Member of the Regional Council of Abruzzo
- In office 9 January 2009 – 10 June 2014

President of the Province of Teramo
- In office 19 March 1994 – 17 June 2004
- Preceded by: Osvaldo Scrivani
- Succeeded by: Ernino D'Agostino

Mayor of Giulianova
- In office 19 June 2004 – 28 July 2008
- Preceded by: Giancarlo Cameli
- Succeeded by: Francesco Mastromauro

Mayor of Mosciano Sant'Angelo
- In office 29 November 1986 – 14 February 1994

Personal details
- Born: 22 January 1953 (age 73) Mosciano Sant'Angelo, Province of Teramo, Italy
- Party: Italian Communist Party Democratic Party of the Left Democrats of the Left Democratic Party
- Occupation: Surveyor

= Claudio Ruffini =

Italian politician (born 1953)

Claudio Ruffini (born 22 January 1953) is an Italian politician who served as a member of the Regional Council of Abruzzo from 2009 to 2014 and president of the Province of Teramo from 1994 to 2004.

==Life and career==
Born in Mosciano Sant'Angelo in 1953, Ruffini joined the Italian Communist Party (PCI) and was elected to the town council in the 1980s.

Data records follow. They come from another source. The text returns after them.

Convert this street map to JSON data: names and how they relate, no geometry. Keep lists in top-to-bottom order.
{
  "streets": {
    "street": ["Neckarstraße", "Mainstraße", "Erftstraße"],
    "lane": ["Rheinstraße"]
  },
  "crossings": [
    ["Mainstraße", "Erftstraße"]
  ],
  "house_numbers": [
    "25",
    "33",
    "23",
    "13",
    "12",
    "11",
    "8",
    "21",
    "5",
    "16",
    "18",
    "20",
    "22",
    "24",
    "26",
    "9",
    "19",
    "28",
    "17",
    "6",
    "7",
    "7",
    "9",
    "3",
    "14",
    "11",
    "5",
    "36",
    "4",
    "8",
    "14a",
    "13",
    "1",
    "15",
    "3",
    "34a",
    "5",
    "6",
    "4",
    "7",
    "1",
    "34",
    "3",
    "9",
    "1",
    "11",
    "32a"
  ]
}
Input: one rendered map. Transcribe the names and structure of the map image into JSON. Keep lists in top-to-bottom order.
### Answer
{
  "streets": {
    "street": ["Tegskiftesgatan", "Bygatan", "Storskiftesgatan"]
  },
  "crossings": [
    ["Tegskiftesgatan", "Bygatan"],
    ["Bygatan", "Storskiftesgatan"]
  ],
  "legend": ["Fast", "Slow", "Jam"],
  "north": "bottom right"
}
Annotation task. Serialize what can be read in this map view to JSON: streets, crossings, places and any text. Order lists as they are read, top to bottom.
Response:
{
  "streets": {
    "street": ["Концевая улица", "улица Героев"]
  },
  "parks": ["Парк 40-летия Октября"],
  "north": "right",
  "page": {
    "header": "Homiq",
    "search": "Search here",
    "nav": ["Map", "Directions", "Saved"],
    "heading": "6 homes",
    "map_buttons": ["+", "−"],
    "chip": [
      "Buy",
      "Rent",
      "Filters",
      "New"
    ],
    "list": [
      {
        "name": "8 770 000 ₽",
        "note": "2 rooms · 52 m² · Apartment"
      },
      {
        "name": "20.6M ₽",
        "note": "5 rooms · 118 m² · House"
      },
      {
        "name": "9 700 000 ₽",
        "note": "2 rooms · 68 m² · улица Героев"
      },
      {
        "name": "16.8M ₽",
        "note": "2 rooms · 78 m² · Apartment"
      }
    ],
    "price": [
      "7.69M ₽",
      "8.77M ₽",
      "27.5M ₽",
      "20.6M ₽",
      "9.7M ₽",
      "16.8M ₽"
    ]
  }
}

He served as mayor of Mosciano Sant'Angelo from 1986 to 1994 and was elected to the Provincial Council of Teramo in 1990. Following the dissolution of the PCI, he joined the Democratic Party of the Left and subsequently the Democrats of the Left, serving as president of the Province of Teramo for three terms from 1994 to 2004.

After completing his tenure as provincial president, Ruffini was elected mayor of Giulianova. In the 2008 regional election, he was elected to the Regional Council of Abruzzo on the Democratic Party (PD) list.

In 2019, Ruffini announced his retirement from politics and confirmed that he had left the PD.